» **WHAT TO WORK ON**:
Exactly as they appear, copy the lines from the start of the entries below to the line containing "margin:0; font-family:Poppins,sans-serif; background:#f6f6f7;", both ends included.

» **Items from a data source**:
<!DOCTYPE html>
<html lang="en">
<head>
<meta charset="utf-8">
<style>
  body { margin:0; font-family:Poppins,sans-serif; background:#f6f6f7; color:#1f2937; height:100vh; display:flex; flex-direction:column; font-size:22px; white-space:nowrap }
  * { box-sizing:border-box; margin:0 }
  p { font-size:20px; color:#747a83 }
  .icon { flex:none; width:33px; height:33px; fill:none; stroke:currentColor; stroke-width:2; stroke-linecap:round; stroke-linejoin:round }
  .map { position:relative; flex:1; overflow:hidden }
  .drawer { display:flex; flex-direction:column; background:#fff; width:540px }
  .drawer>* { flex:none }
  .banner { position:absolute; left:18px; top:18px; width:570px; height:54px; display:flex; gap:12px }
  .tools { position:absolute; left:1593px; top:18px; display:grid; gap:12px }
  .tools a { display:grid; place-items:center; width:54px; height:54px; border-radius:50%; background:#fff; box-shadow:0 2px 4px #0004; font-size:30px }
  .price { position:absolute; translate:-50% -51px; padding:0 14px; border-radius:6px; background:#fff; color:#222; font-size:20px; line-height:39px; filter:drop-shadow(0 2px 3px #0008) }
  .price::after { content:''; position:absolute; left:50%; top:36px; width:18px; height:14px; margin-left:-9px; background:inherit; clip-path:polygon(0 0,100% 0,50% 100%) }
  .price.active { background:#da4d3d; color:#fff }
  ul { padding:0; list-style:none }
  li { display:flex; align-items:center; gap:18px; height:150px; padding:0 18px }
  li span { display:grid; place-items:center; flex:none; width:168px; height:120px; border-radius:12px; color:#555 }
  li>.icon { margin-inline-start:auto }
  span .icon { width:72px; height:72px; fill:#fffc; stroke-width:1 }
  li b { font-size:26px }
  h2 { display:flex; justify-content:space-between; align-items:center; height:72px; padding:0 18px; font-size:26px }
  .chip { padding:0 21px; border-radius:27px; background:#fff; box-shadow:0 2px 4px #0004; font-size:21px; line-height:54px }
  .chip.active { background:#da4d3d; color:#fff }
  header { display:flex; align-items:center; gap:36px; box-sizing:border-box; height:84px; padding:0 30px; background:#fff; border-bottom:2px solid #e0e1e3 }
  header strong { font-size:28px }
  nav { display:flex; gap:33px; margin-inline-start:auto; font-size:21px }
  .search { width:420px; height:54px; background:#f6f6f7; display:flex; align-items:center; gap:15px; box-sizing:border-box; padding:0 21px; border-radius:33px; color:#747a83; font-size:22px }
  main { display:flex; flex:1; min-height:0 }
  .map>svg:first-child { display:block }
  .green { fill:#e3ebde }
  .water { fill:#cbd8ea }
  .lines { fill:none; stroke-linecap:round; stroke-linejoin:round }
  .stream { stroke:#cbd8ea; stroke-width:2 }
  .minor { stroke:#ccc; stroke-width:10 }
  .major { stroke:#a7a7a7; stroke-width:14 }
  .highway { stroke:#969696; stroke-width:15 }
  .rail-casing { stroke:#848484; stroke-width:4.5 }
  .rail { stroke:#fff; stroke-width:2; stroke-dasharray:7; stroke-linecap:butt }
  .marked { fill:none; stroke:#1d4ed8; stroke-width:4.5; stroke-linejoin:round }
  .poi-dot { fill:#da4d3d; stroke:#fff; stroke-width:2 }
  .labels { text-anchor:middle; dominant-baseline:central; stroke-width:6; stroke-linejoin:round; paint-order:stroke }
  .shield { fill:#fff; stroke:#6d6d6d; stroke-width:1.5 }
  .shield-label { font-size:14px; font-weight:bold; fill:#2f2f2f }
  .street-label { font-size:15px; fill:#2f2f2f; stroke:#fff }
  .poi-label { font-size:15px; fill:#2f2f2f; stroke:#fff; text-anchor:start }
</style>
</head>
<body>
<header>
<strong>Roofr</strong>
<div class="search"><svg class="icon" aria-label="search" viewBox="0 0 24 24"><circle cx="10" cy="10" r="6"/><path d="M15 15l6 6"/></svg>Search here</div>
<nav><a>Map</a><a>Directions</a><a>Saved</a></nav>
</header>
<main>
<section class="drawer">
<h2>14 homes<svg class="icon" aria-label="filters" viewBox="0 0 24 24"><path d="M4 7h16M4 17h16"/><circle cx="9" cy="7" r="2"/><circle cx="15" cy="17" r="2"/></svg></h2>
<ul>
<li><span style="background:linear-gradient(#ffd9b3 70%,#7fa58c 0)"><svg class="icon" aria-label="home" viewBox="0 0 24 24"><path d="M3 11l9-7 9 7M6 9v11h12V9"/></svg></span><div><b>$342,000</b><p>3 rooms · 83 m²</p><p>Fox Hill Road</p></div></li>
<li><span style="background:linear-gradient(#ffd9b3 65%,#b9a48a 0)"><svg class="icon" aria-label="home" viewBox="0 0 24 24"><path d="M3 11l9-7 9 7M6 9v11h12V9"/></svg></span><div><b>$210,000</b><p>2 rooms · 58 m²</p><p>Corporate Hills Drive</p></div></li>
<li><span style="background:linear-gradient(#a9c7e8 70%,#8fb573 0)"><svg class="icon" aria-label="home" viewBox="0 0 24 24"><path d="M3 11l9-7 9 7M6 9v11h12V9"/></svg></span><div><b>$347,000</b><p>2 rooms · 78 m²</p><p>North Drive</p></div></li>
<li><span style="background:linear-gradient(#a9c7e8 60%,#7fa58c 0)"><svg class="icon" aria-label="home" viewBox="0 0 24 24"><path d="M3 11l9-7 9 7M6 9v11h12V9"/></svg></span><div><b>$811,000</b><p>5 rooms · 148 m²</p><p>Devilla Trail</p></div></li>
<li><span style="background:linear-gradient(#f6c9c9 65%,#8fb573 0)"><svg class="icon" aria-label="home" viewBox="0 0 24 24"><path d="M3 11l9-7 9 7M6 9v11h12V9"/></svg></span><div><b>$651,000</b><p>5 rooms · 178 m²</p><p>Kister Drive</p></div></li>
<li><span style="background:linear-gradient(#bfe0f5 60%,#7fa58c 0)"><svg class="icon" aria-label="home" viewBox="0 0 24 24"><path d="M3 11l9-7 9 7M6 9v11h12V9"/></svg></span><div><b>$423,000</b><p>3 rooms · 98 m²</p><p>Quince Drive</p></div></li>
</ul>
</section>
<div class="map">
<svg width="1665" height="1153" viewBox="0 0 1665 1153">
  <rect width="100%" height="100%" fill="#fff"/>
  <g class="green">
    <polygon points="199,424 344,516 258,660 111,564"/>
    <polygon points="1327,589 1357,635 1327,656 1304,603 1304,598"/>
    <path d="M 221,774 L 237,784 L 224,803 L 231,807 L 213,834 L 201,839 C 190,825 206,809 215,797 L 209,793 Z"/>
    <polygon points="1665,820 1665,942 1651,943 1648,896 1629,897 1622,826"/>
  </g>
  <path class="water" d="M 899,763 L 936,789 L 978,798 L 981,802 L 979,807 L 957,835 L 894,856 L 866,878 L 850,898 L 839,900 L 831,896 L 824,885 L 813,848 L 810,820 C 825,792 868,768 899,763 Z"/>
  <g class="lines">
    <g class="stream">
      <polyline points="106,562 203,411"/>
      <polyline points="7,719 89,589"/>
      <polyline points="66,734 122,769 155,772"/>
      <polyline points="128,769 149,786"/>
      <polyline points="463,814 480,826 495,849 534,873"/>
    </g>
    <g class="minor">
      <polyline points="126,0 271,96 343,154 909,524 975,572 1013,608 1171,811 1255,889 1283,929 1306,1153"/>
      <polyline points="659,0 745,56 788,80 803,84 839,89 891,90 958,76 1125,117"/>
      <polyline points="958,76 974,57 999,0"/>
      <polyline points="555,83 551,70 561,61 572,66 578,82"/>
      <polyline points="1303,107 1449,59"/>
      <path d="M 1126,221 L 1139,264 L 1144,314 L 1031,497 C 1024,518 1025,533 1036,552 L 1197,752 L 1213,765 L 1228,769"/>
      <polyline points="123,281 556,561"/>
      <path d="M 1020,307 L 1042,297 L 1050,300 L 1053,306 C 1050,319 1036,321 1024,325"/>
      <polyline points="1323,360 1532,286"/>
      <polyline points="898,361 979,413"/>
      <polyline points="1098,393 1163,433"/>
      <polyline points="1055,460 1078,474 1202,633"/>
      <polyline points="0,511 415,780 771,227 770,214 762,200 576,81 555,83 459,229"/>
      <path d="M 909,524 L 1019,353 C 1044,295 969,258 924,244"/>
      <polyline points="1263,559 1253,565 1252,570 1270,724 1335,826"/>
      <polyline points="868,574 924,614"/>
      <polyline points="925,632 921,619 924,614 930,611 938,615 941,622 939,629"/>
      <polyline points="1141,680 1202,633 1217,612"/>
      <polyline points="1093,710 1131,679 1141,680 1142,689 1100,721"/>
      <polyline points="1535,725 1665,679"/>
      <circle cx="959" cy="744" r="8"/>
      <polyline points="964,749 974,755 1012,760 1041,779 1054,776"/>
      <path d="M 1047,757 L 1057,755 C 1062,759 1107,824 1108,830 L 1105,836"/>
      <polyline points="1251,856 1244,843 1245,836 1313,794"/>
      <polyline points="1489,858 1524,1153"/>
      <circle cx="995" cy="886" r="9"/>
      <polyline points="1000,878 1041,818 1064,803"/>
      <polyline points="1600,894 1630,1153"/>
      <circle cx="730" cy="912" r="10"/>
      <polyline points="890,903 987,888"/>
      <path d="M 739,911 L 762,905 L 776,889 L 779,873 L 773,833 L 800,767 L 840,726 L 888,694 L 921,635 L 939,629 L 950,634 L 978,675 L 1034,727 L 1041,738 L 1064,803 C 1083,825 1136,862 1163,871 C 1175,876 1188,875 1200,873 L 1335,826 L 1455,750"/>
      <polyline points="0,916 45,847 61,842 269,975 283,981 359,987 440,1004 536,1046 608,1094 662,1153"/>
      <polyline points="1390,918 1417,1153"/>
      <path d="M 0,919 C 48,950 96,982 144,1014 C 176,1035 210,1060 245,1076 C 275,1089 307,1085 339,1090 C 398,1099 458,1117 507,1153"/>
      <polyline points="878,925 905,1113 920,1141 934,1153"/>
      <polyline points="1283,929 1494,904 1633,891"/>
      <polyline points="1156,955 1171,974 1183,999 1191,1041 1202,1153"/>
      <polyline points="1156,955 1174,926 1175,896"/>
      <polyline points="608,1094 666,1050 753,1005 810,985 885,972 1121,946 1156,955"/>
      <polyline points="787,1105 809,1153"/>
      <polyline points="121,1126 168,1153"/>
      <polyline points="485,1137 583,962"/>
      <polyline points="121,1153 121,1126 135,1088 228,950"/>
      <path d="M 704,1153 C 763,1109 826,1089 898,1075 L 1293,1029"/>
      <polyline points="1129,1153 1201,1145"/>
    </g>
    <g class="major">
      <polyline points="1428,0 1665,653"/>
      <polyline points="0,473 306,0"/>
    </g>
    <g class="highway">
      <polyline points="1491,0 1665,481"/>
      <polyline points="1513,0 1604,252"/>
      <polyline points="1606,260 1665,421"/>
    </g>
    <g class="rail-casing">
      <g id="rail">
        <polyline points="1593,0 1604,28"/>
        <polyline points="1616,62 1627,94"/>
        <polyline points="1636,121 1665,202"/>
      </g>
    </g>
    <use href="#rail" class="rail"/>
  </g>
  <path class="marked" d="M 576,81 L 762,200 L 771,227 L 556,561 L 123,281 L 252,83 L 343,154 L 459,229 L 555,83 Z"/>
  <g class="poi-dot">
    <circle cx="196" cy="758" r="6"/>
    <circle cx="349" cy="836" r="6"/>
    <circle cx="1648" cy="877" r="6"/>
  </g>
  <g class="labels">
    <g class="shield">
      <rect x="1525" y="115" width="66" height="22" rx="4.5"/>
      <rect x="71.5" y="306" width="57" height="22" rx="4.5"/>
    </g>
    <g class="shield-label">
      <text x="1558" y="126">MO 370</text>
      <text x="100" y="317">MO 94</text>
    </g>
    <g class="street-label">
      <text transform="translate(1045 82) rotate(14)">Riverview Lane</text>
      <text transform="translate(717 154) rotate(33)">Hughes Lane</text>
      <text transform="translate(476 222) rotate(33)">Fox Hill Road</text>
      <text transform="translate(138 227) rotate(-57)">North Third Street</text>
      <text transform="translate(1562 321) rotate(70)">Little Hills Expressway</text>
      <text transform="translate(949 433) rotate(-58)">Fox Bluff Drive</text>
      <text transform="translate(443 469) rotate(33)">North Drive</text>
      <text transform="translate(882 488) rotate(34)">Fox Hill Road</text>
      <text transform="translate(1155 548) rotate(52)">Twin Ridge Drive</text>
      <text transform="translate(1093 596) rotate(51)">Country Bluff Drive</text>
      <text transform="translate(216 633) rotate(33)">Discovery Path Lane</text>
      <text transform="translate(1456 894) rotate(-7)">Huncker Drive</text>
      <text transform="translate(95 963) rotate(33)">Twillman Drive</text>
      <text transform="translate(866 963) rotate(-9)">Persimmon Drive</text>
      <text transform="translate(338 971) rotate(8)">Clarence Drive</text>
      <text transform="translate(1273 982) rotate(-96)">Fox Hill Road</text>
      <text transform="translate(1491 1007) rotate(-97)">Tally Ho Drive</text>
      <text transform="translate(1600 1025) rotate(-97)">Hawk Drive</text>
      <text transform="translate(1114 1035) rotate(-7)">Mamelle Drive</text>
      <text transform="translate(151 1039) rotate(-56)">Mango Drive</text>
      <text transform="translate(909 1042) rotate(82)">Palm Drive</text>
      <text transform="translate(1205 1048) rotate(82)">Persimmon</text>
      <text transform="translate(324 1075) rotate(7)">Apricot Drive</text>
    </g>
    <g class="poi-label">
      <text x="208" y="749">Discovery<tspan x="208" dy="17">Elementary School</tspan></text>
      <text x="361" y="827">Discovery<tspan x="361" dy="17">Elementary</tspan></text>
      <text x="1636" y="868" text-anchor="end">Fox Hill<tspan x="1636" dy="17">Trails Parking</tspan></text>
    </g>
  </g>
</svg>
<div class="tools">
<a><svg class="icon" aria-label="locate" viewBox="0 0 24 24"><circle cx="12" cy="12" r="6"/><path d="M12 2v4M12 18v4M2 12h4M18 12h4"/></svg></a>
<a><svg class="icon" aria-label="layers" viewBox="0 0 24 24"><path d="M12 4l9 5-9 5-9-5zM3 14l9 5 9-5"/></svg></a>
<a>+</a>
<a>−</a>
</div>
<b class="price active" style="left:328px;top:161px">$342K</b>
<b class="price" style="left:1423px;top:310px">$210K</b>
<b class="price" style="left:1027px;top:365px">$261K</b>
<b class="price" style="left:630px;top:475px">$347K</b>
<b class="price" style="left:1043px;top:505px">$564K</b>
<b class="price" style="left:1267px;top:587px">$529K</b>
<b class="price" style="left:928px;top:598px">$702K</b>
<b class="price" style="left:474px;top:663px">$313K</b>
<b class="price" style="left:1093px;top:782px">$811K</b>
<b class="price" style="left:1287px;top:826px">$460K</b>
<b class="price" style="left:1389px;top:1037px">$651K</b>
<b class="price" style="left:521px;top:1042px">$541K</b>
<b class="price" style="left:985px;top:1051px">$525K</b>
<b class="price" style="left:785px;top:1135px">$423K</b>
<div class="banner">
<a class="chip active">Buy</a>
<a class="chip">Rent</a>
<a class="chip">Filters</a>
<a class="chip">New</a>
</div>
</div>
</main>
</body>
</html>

» **FINISHED TASK**:
<!DOCTYPE html>
<html lang="en">
<head>
<meta charset="utf-8">
<style>
  body { margin:0; font-family:Poppins,sans-serif; background:#f6f6f7; color:#1f2937; height:100vh; display:flex; flex-direction:column; font-size:22px; white-space:nowrap }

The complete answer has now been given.